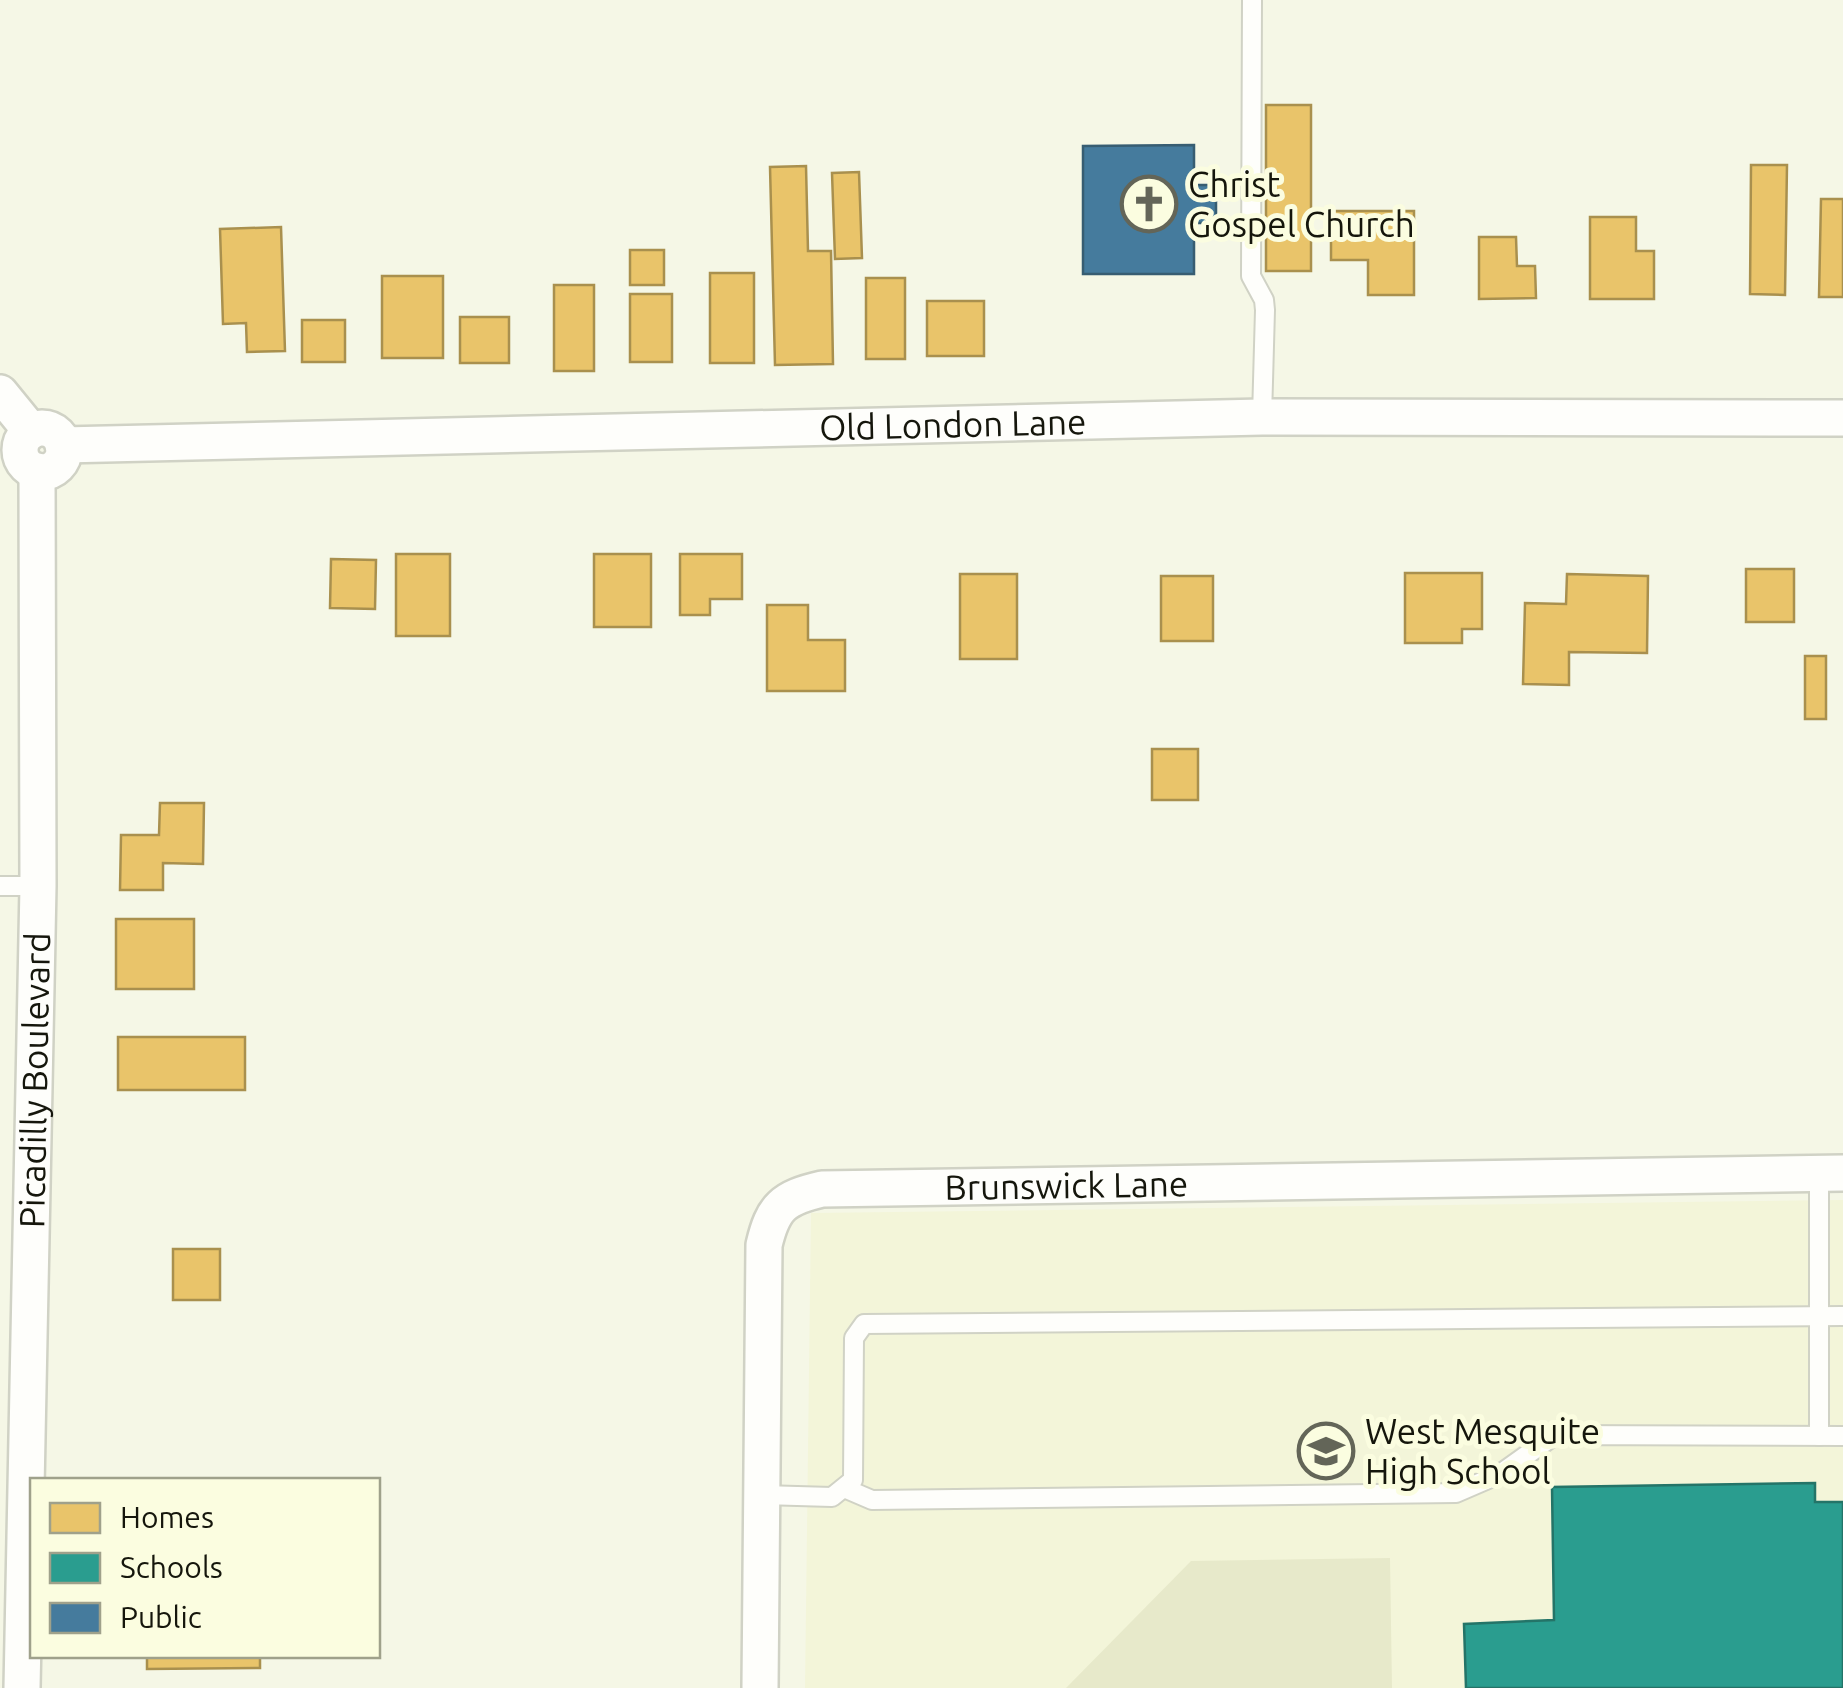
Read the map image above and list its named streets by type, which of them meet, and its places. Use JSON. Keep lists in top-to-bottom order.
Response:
{
  "streets": {
    "street": ["Old London Lane", "Picadilly Boulevard", "Brunswick Lane"]
  },
  "crossings": [
    ["Old London Lane", "Picadilly Boulevard"]
  ],
  "places": {
    "church": ["Christ Gospel Church"],
    "school or university": ["West Mesquite High School"]
  },
  "legend": ["Homes", "Schools", "Public"]
}
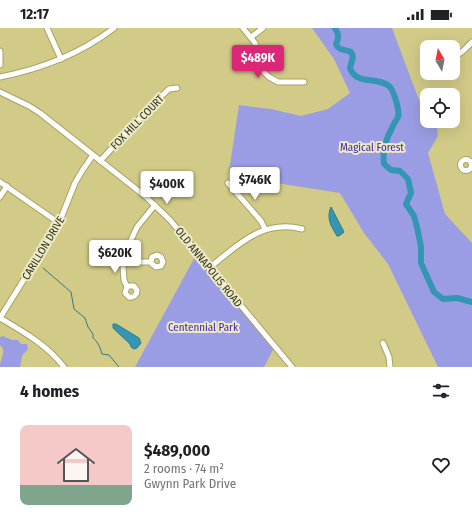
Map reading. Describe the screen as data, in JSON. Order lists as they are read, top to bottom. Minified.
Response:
{"streets":{"street":["FOX HILL COURT","CARILLON DRIVE","OLD ANNAPOLIS ROAD"]},"crossings":[["FOX HILL COURT","OLD ANNAPOLIS ROAD"],["CARILLON DRIVE","OLD ANNAPOLIS ROAD"]],"parks":["Magical Forest","Centennial Park"],"north":"top","page":{"status":"12:17","price":["$489K","$746K","$400K","$620K"],"heading":"4 homes","list":[{"name":"$489,000","note":"2 rooms · 74 m² · Gwynn Park Drive"}]}}
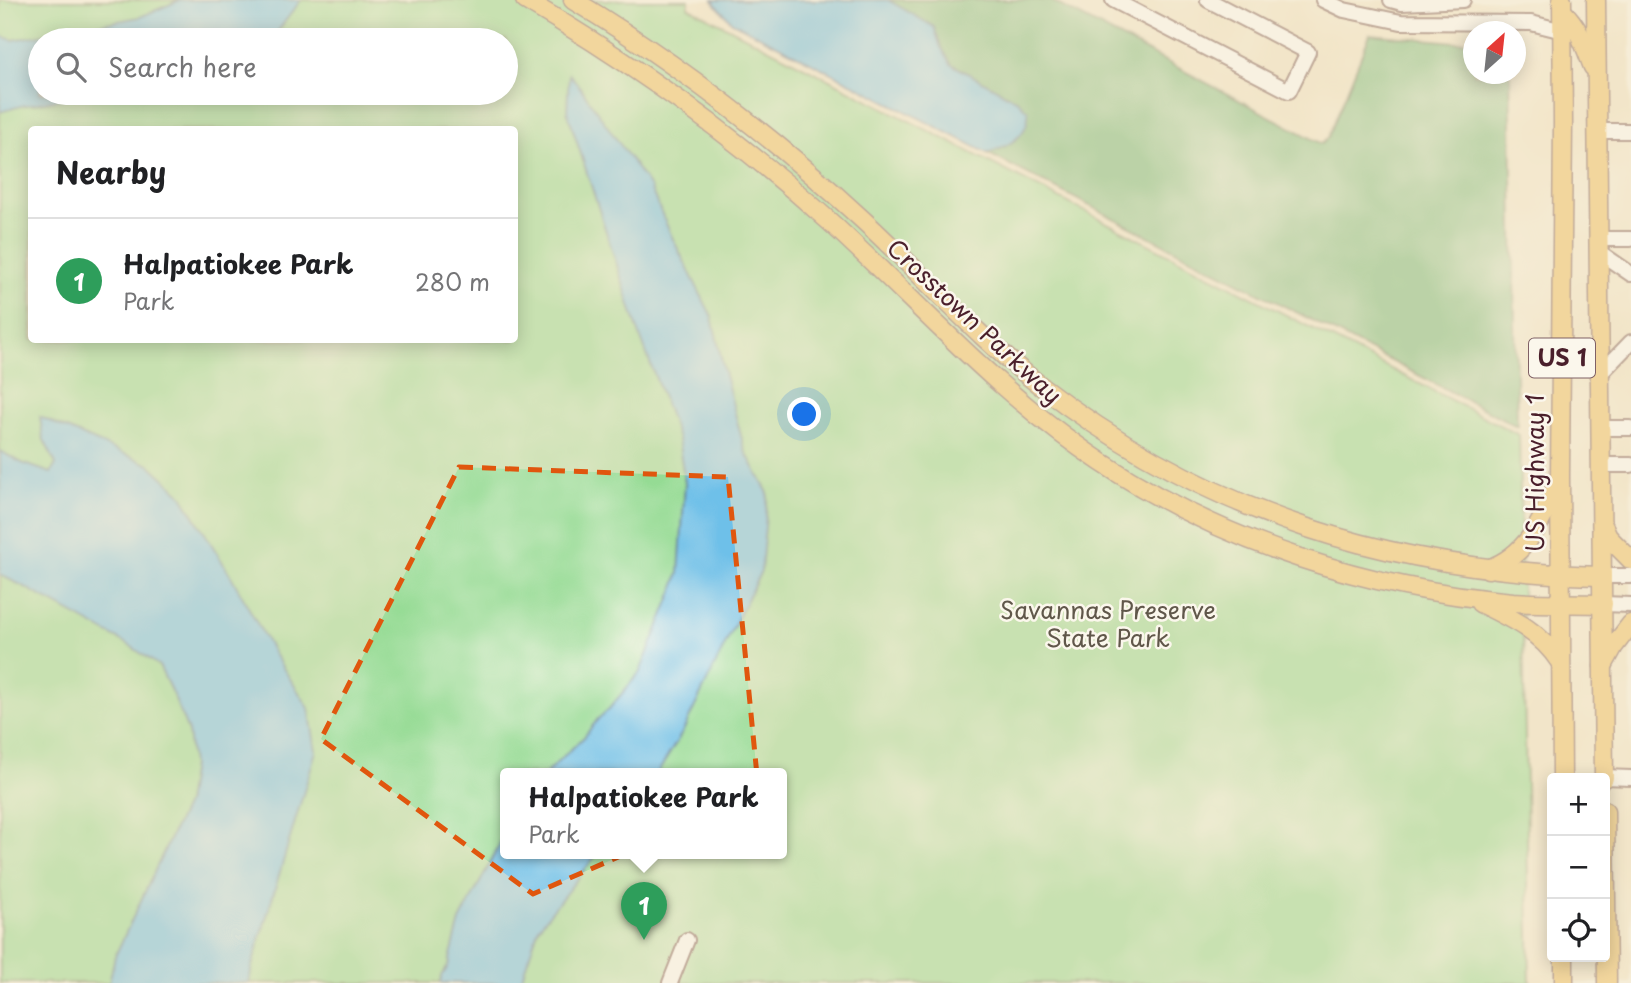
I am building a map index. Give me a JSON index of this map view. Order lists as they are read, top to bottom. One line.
{"streets":{"main road":["Crosstown Parkway","US 1","US Highway 1"]},"crossings":[["Crosstown Parkway","US 1"],["Crosstown Parkway","US Highway 1"]],"parks":["Savannas Preserve State Park"],"north":"top right","page":{"search":"Search here","heading":"Nearby","list":[{"mark":"1","name":"Halpatiokee Park","note":"Park","value":"280 m"}],"popup":["Halpatiokee Park","Park"],"map_buttons":["+","−"],"pins":"1"}}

_AIM OF THE TASK_: Return nothing but the lines running from the start of the data to the line with "Map reading. Describe", please, both ends included and no pictures.

_EXERCISE ANSWER_:
Read the map image above and list its named streets by type, which of them meet, and its places. Use JSON. Keep lists in top-to-bottom order.
Response:
{
  "streets": {
    "street": ["Old London Lane", "Picadilly Boulevard", "Brunswick Lane"]
  },
  "crossings": [
    ["Old London Lane", "Picadilly Boulevard"]
  ],
  "places": {
    "church": ["Christ Gospel Church"],
    "school or university": ["West Mesquite High School"]
  },
  "legend": ["Homes", "Schools", "Public"]
}
Map reading. Describe the screen as data, in JSON. Order lists as they are read, top to bottom. Minified.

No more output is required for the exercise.